John S. Conway, an artist and sculptor, was born February 21, 1852, in Dayton, Ohio. His middle name appears differently across various sources as Severinus, Severine, and Severino.

== Biography ==
Conway received his artistic training at the Art Institute of Chicago, the Académie Julien, and the École des Beaux-Arts. Conway also lived in Milwaukee, Italy, and New Jersey.

While Conway was in Paris, Robert William Vonnoh, a fellow art student, painted his portrait.

While in Italy, Conway married Agata Meloni.
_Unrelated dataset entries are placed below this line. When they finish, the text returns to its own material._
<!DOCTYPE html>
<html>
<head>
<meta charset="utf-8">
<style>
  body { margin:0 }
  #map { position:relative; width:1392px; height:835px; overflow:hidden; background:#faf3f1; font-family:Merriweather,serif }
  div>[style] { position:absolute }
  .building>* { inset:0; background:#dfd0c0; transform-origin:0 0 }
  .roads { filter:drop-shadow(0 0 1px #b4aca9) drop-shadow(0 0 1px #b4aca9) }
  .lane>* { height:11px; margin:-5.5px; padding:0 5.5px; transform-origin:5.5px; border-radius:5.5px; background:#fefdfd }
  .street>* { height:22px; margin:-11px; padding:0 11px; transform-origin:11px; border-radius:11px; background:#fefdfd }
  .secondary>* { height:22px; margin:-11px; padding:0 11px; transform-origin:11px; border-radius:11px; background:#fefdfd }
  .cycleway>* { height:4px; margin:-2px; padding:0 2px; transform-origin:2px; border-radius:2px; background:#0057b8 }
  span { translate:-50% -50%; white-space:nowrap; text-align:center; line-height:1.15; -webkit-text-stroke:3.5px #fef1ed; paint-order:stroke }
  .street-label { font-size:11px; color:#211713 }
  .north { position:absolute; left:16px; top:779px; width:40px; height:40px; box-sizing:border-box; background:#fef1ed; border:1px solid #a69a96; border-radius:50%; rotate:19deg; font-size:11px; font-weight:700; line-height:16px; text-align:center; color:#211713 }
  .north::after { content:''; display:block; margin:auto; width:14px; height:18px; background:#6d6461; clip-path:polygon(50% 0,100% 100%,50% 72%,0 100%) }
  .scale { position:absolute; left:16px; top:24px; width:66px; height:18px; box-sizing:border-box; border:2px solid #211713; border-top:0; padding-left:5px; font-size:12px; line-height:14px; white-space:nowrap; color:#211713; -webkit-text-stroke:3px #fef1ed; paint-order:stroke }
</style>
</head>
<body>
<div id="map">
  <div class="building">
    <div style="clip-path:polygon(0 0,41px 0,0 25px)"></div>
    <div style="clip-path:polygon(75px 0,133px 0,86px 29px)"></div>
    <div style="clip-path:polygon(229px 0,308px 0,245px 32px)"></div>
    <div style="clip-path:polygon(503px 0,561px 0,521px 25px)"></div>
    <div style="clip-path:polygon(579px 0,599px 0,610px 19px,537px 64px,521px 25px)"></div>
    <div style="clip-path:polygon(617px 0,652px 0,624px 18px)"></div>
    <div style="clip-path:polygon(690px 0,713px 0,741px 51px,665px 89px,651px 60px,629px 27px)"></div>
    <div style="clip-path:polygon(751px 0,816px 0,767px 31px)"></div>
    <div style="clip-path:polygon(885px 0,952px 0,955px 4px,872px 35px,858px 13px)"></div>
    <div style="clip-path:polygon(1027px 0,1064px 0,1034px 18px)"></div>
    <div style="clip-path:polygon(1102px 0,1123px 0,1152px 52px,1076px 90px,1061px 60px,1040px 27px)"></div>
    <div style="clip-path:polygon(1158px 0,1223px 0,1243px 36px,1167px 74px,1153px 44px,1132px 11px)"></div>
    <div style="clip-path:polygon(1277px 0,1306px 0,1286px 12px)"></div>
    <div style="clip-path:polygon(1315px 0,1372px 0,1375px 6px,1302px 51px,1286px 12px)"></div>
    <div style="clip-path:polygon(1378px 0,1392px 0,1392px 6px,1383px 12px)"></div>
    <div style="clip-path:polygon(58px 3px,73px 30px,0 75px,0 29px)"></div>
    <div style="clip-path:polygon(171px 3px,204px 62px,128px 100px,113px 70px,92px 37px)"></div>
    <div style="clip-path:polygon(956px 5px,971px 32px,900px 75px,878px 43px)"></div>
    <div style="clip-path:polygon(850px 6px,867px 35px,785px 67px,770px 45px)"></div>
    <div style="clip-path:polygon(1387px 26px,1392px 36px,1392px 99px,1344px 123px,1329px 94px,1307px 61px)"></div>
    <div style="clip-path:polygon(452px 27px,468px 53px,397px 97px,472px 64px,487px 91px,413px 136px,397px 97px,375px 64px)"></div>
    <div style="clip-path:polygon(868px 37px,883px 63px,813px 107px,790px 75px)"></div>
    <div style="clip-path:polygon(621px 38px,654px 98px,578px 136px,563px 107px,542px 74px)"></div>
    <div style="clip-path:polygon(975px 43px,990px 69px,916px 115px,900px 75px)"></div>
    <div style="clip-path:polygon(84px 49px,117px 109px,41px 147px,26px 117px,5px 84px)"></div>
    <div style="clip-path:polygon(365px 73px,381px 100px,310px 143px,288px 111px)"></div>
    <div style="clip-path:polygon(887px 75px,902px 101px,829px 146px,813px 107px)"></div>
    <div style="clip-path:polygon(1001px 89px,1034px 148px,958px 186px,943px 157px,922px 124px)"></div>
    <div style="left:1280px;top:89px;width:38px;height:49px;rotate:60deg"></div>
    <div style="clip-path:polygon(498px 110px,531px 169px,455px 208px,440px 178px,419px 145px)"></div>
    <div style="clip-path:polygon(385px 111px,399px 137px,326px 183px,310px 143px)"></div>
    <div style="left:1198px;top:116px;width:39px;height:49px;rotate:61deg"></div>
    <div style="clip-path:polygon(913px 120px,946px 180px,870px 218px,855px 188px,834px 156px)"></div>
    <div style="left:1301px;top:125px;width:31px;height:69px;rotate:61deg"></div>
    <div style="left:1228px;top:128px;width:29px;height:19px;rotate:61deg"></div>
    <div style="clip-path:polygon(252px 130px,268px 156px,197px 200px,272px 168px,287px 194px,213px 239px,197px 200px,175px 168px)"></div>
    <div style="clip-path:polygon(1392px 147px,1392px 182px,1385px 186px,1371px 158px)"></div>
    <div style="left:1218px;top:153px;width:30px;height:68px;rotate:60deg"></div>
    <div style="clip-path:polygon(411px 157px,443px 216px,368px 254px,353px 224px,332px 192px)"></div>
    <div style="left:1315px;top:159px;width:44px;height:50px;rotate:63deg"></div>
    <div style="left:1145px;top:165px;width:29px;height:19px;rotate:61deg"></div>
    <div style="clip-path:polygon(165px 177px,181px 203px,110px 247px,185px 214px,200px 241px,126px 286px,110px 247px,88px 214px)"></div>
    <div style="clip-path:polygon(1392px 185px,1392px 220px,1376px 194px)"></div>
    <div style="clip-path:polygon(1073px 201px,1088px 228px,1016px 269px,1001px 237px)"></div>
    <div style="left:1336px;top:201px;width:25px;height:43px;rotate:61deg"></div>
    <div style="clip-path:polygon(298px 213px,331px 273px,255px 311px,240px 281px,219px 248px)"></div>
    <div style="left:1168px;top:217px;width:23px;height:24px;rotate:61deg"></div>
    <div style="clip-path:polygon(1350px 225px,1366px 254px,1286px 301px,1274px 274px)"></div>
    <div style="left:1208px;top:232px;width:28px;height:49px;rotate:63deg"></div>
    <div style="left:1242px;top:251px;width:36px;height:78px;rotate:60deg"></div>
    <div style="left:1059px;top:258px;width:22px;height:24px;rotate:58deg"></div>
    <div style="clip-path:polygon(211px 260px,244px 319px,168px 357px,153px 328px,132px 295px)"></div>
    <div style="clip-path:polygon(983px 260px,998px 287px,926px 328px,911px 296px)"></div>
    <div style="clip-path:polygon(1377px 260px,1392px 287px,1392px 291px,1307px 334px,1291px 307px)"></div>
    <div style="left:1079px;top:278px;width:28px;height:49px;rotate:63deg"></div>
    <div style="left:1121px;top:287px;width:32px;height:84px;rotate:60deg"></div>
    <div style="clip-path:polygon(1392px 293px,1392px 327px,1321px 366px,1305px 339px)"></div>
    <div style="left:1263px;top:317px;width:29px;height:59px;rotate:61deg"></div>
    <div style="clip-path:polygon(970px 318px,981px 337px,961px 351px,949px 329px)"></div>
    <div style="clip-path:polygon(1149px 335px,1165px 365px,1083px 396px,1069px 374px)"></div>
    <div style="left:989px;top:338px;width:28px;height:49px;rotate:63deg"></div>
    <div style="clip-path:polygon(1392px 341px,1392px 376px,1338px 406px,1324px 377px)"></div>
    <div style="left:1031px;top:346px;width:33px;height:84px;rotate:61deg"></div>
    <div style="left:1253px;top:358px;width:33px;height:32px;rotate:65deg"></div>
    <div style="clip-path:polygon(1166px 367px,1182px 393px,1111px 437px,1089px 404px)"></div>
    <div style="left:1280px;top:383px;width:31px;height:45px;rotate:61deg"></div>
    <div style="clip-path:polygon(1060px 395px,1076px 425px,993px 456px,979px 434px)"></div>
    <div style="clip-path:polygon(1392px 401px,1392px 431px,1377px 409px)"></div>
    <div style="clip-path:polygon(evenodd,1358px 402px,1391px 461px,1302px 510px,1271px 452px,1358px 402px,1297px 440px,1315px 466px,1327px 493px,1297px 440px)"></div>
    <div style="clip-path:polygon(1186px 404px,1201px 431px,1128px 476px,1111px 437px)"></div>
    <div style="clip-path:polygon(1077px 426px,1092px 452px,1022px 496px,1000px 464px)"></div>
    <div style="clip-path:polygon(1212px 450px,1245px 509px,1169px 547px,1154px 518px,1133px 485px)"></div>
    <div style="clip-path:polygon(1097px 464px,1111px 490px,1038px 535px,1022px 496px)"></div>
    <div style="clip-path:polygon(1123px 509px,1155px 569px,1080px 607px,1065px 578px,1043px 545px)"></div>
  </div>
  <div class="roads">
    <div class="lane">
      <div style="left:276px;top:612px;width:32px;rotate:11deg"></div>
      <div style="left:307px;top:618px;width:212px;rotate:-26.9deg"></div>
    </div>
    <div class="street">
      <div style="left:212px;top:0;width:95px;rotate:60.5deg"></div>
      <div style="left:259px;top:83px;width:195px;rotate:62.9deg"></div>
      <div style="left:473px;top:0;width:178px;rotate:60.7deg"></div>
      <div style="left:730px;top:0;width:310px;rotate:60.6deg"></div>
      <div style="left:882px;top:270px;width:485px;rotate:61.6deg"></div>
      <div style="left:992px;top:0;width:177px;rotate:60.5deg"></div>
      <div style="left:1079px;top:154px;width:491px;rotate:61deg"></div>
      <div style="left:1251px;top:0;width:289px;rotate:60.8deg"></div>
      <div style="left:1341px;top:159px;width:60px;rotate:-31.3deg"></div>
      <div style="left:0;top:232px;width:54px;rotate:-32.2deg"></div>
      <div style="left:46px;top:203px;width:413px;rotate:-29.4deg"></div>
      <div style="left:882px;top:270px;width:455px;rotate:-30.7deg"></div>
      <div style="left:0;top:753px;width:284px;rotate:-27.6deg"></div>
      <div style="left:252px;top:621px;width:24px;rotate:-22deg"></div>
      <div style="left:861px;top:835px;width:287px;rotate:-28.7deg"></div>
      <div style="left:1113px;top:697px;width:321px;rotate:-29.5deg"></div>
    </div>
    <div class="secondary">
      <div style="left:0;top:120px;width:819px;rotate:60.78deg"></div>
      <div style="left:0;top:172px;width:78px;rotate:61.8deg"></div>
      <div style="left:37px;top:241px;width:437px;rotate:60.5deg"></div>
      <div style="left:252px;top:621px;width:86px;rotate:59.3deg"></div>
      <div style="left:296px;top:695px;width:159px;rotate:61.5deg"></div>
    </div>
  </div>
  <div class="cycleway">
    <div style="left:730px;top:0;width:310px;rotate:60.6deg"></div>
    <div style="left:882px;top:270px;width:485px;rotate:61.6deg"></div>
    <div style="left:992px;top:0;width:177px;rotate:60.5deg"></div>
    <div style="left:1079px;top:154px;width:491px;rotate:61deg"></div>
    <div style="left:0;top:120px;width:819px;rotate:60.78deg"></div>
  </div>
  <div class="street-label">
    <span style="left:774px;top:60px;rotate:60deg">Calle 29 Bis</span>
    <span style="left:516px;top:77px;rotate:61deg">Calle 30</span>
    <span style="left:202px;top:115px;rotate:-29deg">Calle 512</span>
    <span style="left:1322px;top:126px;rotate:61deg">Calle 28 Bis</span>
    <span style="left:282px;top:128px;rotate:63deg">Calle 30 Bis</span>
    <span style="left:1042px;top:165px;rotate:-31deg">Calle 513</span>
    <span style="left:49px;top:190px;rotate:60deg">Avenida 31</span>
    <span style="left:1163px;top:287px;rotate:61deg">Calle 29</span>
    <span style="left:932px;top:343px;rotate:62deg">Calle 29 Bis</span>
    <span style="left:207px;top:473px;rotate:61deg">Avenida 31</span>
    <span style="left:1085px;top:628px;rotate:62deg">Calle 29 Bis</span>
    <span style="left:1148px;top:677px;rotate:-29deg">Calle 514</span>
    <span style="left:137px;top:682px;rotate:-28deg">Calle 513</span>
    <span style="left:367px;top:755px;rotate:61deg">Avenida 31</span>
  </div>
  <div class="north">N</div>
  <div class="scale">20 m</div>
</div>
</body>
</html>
They had four children: George (1885–1967), Etheldreda (1887–1900), Mario (1889–1962), and Robert (1899–1972).

Conway's most famous work is the Milwaukee Soldiers Monument. The bronze sculpture, titled The Victorious Charge, was completed in Rome and shipped to Milwaukee. It stands in the median island on Wisconsin Avenue, between 8th and 10th Streets.

Conway returned to the United States in 1902. In 1904, he completed Oklahoma, another large sculpture, for the St. Louis Exposition. Some of his other works appear in museums, archives, and special collections, or occasionally come up for auction. Conway died December 25, 1925, at the age of 73 in his home in Tenafly, New Jersey.